**Exercise brief**
Take the listing below and print exactly the lines starting at the line containing "M77,394l30,7 -5,20 -30,-7z" and ending at the line containing "<!-- street labels -->", both ends included, and no others.

---+---

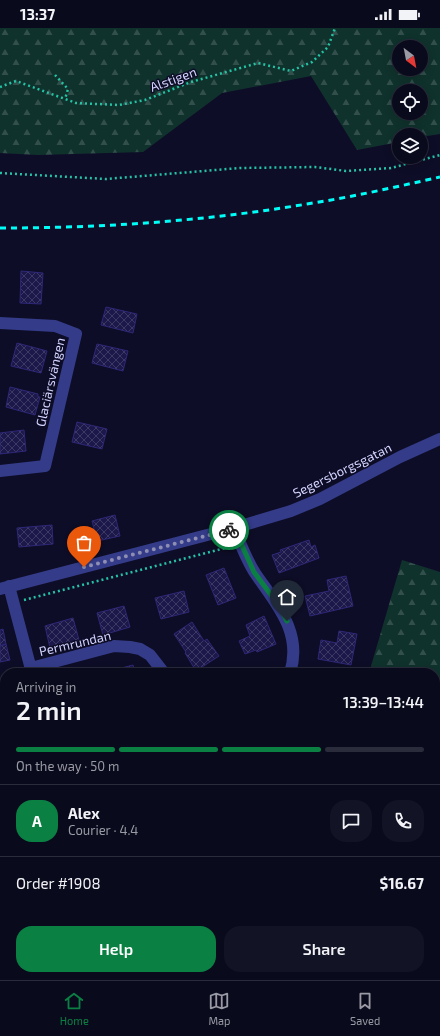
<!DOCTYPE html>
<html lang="en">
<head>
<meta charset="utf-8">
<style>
	:root { --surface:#0a0a1d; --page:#131326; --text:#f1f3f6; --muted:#999aa4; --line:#2a2b3b; --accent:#0b8043 }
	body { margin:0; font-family:"Exo 2",sans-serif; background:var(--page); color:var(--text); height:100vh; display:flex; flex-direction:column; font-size:15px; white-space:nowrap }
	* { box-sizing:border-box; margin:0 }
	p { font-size:13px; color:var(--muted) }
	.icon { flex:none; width:22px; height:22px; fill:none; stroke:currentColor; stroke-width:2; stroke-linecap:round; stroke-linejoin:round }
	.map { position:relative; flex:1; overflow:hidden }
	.panel { position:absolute; left:0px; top:640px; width:440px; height:312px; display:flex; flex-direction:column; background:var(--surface); border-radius:16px 16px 0 0; box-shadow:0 2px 10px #0003,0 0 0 1px var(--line) }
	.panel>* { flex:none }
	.needle { width:26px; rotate:148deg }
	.controls { position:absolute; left:392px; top:12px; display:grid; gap:8px }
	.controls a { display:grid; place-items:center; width:36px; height:36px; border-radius:50%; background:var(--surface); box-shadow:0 2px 10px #0003,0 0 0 1px var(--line); font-size:20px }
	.pin { position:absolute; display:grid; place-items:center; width:34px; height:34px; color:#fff; margin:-41px -17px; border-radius:50% 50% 50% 0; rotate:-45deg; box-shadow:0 0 4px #0007 }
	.pin .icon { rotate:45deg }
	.courier { position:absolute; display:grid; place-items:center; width:40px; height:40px; margin:-20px; border:3px solid #0b8043; border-radius:50%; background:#fff; color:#222; box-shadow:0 1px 5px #0007 }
	.overview em { font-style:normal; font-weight:600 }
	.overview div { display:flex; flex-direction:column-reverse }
	.overview { display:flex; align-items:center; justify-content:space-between; height:68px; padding:0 16px }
	h1 { font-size:26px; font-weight:600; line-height:30px }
	.bar { display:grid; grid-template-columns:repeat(4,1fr); gap:6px 4px; align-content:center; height:48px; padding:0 16px }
	.bar i { height:5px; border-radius:3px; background:var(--line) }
	.bar .on { background:var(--accent) }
	.bar p { grid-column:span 4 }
	.line { display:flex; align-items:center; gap:10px; padding:0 16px; border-top:1px solid var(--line) }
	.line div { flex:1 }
	.round { display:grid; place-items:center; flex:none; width:42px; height:42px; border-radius:16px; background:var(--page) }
	.cta { display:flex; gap:8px; margin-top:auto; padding:8px 16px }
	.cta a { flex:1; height:46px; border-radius:16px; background:var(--accent); color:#fff; font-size:16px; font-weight:600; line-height:46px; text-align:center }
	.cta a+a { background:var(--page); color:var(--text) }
	.status { display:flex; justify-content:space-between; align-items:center; height:28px; padding:0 20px; background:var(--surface); direction:ltr }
	.status svg { height:11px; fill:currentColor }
	.tab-bar { display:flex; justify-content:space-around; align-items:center; height:56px; border-top:1px solid var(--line); background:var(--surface); font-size:11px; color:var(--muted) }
	.tab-bar a { display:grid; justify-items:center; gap:2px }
	.tab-bar .on { color:var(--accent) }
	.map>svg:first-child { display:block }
</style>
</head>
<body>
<div class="status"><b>13:37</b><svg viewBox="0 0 49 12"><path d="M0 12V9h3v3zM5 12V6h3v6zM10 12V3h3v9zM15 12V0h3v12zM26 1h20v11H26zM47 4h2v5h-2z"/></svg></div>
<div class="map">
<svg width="440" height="952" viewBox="0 0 440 952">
	<defs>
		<pattern id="forest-firs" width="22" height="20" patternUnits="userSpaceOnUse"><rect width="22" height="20" fill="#10322c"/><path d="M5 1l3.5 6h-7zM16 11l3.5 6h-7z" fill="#324f4c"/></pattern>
		<pattern id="building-cross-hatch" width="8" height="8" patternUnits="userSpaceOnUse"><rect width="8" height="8" fill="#1c184a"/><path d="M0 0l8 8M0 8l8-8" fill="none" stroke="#3c3965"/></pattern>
	</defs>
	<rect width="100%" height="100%" fill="#0e0d27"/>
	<!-- forest -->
	<path fill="url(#forest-firs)" fill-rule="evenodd" d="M0,0h440v106l-19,3v-2h-22v7l-42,8 -46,-74 -89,17 -79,59 -105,3 -38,-2zM399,19h22v22h-22zM399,63h22v22h-22z
		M402,532l38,12v408h-440v-11l5,-2v8h430v-302h-66z"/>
	<!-- building -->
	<path fill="url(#building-cross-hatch)" stroke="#2e2878" d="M21,243l22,2 -2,31 -21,-1z
		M106,279l31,7 -4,19 -32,-8z
		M17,315l30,8 -6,22 -30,-7z
		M97,316l31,7 -5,20 -31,-8z
		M10,359l28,7v3h2l-5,18 -29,-8z
		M77,394l30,7 -5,20 -30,-7z
		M24,402l2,21 -26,3v-21z
		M115,487l5,21 -23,5 -5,-20z
		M52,497l1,19 -34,3 -2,-19z
		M309,512l2,7 4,-2 4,13 -40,15 -7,-18 9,-3 -1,-2z
		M224,540l12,30 -18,7 -12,-30z
		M346,548l7,30 -43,10 -5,-20 24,-5 -2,-11z
		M184,563l5,21 -28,7 -6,-21z
		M124,578l6,21 -27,8 -6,-22z
		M264,588l12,28 -19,8 -1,-2 -11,4 -6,-13 11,-5 -4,-11z
		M73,590l6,22 -29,8 -5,-22z
		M192,594l12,19 3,-2 12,17 -23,15 -11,-18 1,-1 -12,-18z
		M3,601l3,15 -6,2v-16z
		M339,603l18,3 -6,31 -33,-6 3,-19 16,3z
		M6,616l4,16 -10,2v-16z
		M133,637l2,8h-20l-1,-3z
		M5,695v19l-5,2v-20z
		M5,829v24l-5,-20v-2z
		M5,889v17l-4,-16z
		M1,890l4,16v7l-5,2v-24z"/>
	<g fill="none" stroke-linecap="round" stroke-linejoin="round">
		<!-- path -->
		<path stroke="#25c2a5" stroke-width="2.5" stroke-dasharray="2 3" stroke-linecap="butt" d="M55,47l13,14 -3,10
			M0,59l16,-6 60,22 43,2 26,-5 46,-18 67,-19 33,8 21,-9 16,-15 7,-19
			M0,145l106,6 134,-11 75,-1 31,4 45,-3 49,-13
			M24,572l205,-53
			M0,810l5,-2
			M226,947l2,5"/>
		<!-- minor -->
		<path stroke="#343c8a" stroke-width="12" d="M0,295l55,3 21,8 -31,132 -45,5
			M234,500c6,15 12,31 21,45 21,31 48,59 35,100
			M9,558l23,87
			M0,561l234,-61 57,-17 29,-12 80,-42 40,-18
			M31,640l83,-22 16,1 10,2 10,6 14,18
			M0,869h5"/>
		<!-- rail -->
		<path stroke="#00fef8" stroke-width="3" stroke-dasharray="6 5" stroke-linecap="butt" d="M0,200c103,0 206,-7 307,-24 45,-7 89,-17 133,-27"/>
	</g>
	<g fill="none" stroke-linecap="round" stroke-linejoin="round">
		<!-- done -->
		<path stroke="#8e8eb3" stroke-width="4" stroke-dasharray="0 7.2" d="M84,539l145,-37"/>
		<!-- route -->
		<path stroke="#0b8043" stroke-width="5" d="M229,502l5,-2 20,44 23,31 10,18"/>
	</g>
	<g text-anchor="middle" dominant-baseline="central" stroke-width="3" stroke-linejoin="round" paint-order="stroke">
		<!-- street labels -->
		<g font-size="13" fill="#d3d4ff" stroke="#0e0d27">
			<text transform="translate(173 51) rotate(-20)">Alstigen</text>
			<text transform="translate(50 354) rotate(-77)">Glaciärsvängen</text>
			<text transform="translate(342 442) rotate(-26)">Segersborgsgatan</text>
			<text transform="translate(75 615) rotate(-13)">Permrundan</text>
		</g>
	</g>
</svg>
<div class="controls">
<a><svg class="needle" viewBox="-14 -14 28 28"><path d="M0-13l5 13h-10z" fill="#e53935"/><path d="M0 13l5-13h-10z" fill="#999aa4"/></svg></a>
<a><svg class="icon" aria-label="locate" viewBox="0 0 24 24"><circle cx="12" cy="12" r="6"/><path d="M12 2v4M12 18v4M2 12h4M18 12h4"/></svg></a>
<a><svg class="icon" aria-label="layers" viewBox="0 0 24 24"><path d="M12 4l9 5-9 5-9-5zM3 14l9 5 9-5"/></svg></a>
</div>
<div class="pin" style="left:84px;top:539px;background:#ea580c"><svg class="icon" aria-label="bag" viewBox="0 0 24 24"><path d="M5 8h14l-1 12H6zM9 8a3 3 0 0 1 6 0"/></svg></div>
<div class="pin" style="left:287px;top:593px;background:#1f2937"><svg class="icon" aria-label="home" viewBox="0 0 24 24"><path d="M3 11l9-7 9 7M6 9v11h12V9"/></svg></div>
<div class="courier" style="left:229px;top:502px"><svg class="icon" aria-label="bike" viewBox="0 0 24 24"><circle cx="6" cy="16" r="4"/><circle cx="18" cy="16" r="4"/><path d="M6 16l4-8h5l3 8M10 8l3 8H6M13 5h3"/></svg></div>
<section class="panel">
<div class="overview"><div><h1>2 min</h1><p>Arriving in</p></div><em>13:39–13:44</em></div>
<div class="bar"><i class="on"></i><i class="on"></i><i class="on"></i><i></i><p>On the way · 50 m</p></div>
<div class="line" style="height:72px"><b class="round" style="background:var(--accent);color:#fff">A</b><div><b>Alex</b><p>Courier · 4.4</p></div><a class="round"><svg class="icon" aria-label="chat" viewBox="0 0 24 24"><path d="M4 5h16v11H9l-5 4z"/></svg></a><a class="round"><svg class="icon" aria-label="phone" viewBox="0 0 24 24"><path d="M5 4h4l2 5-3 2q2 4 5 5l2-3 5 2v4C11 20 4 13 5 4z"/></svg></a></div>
<div class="line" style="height:52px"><div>Order #1908</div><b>$16.67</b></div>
<div class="cta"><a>Help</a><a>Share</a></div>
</section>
</div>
<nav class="tab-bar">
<a class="on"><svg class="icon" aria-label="home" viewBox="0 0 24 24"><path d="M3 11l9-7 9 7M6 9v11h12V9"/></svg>Home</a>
<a><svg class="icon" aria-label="map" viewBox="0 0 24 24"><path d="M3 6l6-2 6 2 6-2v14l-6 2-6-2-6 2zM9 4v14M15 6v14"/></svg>Map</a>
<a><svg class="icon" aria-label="saved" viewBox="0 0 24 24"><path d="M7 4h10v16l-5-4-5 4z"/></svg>Saved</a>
</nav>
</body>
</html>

---+---

**Result for this exercise**
		M77,394l30,7 -5,20 -30,-7z
		M24,402l2,21 -26,3v-21z
		M115,487l5,21 -23,5 -5,-20z
		M52,497l1,19 -34,3 -2,-19z
		M309,512l2,7 4,-2 4,13 -40,15 -7,-18 9,-3 -1,-2z
		M224,540l12,30 -18,7 -12,-30z
		M346,548l7,30 -43,10 -5,-20 24,-5 -2,-11z
		M184,563l5,21 -28,7 -6,-21z
		M124,578l6,21 -27,8 -6,-22z
		M264,588l12,28 -19,8 -1,-2 -11,4 -6,-13 11,-5 -4,-11z
		M73,590l6,22 -29,8 -5,-22z
		M192,594l12,19 3,-2 12,17 -23,15 -11,-18 1,-1 -12,-18z
		M3,601l3,15 -6,2v-16z
		M339,603l18,3 -6,31 -33,-6 3,-19 16,3z
		M6,616l4,16 -10,2v-16z
		M133,637l2,8h-20l-1,-3z
		M5,695v19l-5,2v-20z
		M5,829v24l-5,-20v-2z
		M5,889v17l-4,-16z
		M1,890l4,16v7l-5,2v-24z"/>
	<g fill="none" stroke-linecap="round" stroke-linejoin="round">
		<!-- path -->
		<path stroke="#25c2a5" stroke-width="2.5" stroke-dasharray="2 3" stroke-linecap="butt" d="M55,47l13,14 -3,10
			M0,59l16,-6 60,22 43,2 26,-5 46,-18 67,-19 33,8 21,-9 16,-15 7,-19
			M0,145l106,6 134,-11 75,-1 31,4 45,-3 49,-13
			M24,572l205,-53
			M0,810l5,-2
			M226,947l2,5"/>
		<!-- minor -->
		<path stroke="#343c8a" stroke-width="12" d="M0,295l55,3 21,8 -31,132 -45,5
			M234,500c6,15 12,31 21,45 21,31 48,59 35,100
			M9,558l23,87
			M0,561l234,-61 57,-17 29,-12 80,-42 40,-18
			M31,640l83,-22 16,1 10,2 10,6 14,18
			M0,869h5"/>
		<!-- rail -->
		<path stroke="#00fef8" stroke-width="3" stroke-dasharray="6 5" stroke-linecap="butt" d="M0,200c103,0 206,-7 307,-24 45,-7 89,-17 133,-27"/>
	</g>
	<g fill="none" stroke-linecap="round" stroke-linejoin="round">
		<!-- done -->
		<path stroke="#8e8eb3" stroke-width="4" stroke-dasharray="0 7.2" d="M84,539l145,-37"/>
		<!-- route -->
		<path stroke="#0b8043" stroke-width="5" d="M229,502l5,-2 20,44 23,31 10,18"/>
	</g>
	<g text-anchor="middle" dominant-baseline="central" stroke-width="3" stroke-linejoin="round" paint-order="stroke">
		<!-- street labels -->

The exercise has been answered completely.